Methods: 1862 participants (852 Mexican Americans (MA); 775 Non-Hispanic Whites (NHW) and 235 African Americans (AA)) drawn from The Health & Aging Brain Study – Health Disparities (HABS-HD) study were included. Diagnoses were assigned using an algorithm (decision tree) verified by consensus review. Plasma samples were assayed using Simoa technology. Levels of each biomarker were compared for the three ethnoracial groups across cognitive diagnoses using ANOVA co-varying sex and age.   
Results: Significant differences were found across the groups at each level of cognitive impairment. Cognitively unimpaired AA had significantly lower levels of each of the biomarkers and NHW had higher levels of Aβ40, Aβ42 and NFL. MA had the highest level of t tau. MCI group NHW had the highest levels on all the biomarkers and AA had the lowest. NHW and MA has higher levels of Aβ40, Aβ42, total tau there was no difference between the groups for Aβ42. NHW had significantly higher levels of Aβ40, t tau and NfL than AA. 

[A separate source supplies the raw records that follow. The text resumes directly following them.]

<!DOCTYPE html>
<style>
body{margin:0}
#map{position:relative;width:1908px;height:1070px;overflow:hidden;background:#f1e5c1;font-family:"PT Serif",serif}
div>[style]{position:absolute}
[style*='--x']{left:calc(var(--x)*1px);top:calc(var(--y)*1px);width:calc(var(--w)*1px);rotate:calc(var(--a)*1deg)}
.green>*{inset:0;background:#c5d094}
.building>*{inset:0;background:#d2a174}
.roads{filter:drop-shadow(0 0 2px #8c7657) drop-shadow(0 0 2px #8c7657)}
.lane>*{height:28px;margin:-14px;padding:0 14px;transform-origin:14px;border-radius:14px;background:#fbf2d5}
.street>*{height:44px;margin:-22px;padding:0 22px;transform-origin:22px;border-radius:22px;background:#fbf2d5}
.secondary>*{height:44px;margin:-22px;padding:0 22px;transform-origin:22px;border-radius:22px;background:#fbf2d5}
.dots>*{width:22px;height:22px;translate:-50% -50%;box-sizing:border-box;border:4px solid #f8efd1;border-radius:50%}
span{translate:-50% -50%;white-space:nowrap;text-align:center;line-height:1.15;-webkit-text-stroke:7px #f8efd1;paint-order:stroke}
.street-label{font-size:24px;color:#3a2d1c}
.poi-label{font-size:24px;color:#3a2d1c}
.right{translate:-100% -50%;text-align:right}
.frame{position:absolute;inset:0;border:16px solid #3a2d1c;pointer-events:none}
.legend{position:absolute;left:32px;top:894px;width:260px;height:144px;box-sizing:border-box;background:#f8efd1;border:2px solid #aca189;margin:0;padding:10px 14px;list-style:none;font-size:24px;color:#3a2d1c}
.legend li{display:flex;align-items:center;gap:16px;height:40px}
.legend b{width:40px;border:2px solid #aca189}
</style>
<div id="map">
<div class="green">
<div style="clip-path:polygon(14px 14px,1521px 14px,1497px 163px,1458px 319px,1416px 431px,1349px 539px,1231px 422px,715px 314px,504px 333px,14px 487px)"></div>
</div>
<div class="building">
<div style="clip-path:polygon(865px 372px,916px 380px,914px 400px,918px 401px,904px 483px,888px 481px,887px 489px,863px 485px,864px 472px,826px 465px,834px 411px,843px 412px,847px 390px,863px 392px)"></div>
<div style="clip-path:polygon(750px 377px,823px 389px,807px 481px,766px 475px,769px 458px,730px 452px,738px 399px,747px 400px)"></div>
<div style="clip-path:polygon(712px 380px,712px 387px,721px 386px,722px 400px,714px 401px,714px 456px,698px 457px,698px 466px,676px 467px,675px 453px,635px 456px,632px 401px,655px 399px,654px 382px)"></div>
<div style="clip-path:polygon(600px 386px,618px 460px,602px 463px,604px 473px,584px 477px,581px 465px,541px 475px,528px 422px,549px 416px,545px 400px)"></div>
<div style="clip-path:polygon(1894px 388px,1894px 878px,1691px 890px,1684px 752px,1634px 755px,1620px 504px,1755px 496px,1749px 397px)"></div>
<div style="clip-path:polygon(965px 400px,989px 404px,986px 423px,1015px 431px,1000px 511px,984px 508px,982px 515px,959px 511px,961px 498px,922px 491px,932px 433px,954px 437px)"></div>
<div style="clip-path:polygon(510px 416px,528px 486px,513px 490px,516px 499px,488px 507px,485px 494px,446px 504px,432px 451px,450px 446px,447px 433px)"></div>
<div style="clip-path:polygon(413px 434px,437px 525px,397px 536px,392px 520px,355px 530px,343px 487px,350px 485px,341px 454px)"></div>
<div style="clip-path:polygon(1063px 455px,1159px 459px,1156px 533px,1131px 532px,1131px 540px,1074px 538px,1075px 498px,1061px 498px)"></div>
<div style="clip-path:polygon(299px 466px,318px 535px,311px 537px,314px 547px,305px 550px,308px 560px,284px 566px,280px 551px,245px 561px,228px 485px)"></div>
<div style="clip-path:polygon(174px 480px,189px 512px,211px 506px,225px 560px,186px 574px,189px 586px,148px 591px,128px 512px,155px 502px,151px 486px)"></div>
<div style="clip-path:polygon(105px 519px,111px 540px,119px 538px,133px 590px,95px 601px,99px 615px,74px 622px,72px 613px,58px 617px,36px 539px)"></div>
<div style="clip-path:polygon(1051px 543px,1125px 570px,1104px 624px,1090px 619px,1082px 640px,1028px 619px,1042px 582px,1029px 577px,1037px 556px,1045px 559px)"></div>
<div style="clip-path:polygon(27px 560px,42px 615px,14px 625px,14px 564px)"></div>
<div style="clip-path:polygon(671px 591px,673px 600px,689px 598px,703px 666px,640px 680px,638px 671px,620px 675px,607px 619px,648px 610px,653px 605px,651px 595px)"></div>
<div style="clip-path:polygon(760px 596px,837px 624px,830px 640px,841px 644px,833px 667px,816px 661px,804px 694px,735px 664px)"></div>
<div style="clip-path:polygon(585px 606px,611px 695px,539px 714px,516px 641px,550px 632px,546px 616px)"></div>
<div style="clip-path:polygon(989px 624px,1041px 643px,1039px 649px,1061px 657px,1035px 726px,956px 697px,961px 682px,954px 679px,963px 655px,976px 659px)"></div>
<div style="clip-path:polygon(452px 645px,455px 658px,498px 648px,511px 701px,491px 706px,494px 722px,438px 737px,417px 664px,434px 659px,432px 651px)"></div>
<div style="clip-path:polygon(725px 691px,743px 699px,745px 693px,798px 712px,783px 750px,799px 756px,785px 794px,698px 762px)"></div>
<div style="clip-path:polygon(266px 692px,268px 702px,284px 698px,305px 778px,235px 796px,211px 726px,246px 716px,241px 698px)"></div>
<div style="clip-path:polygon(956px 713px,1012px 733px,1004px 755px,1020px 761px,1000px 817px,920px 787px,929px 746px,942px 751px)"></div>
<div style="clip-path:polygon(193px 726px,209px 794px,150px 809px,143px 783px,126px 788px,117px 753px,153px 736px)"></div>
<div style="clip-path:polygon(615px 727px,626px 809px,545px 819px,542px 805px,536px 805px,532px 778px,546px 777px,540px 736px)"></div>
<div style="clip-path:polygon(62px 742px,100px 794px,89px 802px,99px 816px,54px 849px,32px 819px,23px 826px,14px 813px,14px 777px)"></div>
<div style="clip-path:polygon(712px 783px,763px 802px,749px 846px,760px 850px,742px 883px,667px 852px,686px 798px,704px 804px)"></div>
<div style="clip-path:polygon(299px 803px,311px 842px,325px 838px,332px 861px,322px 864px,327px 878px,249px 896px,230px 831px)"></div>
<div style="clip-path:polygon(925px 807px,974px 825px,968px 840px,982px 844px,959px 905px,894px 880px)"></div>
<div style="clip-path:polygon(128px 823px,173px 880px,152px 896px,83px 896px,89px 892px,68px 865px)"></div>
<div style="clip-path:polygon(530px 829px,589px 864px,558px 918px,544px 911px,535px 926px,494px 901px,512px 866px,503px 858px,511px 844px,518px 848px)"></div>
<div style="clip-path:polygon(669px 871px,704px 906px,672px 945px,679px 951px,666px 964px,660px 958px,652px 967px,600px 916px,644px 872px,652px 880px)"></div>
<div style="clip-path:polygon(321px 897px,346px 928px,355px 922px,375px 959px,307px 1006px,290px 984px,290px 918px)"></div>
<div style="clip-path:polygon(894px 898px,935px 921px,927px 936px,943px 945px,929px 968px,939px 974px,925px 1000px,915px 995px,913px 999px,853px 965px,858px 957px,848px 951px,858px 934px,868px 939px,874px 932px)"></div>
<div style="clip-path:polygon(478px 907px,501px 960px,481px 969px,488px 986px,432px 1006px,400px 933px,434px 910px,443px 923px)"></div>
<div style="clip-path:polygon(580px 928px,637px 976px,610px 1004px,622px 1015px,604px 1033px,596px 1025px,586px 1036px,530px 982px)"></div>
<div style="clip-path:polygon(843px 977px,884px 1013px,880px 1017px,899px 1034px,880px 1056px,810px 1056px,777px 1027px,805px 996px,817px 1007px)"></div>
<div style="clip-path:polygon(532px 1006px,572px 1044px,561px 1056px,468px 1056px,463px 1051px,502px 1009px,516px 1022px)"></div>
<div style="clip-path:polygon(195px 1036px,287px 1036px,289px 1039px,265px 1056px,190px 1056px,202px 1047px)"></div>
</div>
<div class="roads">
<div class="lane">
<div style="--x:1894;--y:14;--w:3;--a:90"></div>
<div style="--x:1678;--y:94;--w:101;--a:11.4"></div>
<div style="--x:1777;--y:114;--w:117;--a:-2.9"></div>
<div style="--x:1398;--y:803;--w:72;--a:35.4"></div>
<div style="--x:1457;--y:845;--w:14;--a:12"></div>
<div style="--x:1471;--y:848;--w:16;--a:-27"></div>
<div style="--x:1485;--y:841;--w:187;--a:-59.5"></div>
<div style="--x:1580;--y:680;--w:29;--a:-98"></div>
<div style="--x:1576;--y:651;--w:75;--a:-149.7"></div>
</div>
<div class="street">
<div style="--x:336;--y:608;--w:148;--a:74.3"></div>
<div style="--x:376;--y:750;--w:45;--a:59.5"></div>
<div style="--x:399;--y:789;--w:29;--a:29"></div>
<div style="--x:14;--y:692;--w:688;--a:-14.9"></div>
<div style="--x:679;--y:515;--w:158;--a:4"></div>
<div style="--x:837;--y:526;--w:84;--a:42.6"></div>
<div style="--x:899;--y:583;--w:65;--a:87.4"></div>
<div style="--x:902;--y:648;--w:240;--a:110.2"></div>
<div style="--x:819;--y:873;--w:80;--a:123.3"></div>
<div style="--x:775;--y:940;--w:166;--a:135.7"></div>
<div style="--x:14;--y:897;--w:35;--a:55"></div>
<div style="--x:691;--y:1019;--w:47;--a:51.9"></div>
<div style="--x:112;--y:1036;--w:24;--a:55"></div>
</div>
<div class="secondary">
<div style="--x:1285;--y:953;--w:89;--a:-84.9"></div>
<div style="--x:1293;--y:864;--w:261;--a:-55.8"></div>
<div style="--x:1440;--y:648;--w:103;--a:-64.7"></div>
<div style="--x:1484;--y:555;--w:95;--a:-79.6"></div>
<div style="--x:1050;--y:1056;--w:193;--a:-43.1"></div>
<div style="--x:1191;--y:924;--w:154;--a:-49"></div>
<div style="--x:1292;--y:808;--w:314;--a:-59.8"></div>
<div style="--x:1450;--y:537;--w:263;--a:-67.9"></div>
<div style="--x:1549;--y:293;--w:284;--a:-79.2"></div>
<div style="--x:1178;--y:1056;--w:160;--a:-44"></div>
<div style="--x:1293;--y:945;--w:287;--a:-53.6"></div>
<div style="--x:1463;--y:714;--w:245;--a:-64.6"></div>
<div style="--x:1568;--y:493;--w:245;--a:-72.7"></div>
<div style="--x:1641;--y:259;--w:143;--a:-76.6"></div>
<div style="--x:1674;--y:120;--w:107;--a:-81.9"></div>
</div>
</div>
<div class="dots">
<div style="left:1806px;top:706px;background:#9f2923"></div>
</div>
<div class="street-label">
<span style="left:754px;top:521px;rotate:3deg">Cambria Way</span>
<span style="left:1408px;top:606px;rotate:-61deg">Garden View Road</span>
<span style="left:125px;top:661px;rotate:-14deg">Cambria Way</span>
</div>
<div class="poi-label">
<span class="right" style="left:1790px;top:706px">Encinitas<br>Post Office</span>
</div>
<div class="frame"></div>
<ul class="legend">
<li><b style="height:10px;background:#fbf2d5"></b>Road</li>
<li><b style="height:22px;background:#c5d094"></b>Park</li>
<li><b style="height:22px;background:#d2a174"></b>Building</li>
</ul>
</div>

Conclusions: The use of plasma biomarkers of cognitive decline is promising given their advantages over other biomarkers such as CSF and imaging but as the current research shows, ethnoracial differences must be considered to enhance accuracy and utility. Developing ethnoracial specific cut points and establishing normative ranges by assay platform for each of the biomarkers are needed. Longitudinal research to assess changes in biomarkers during cognitive decline is ongoing.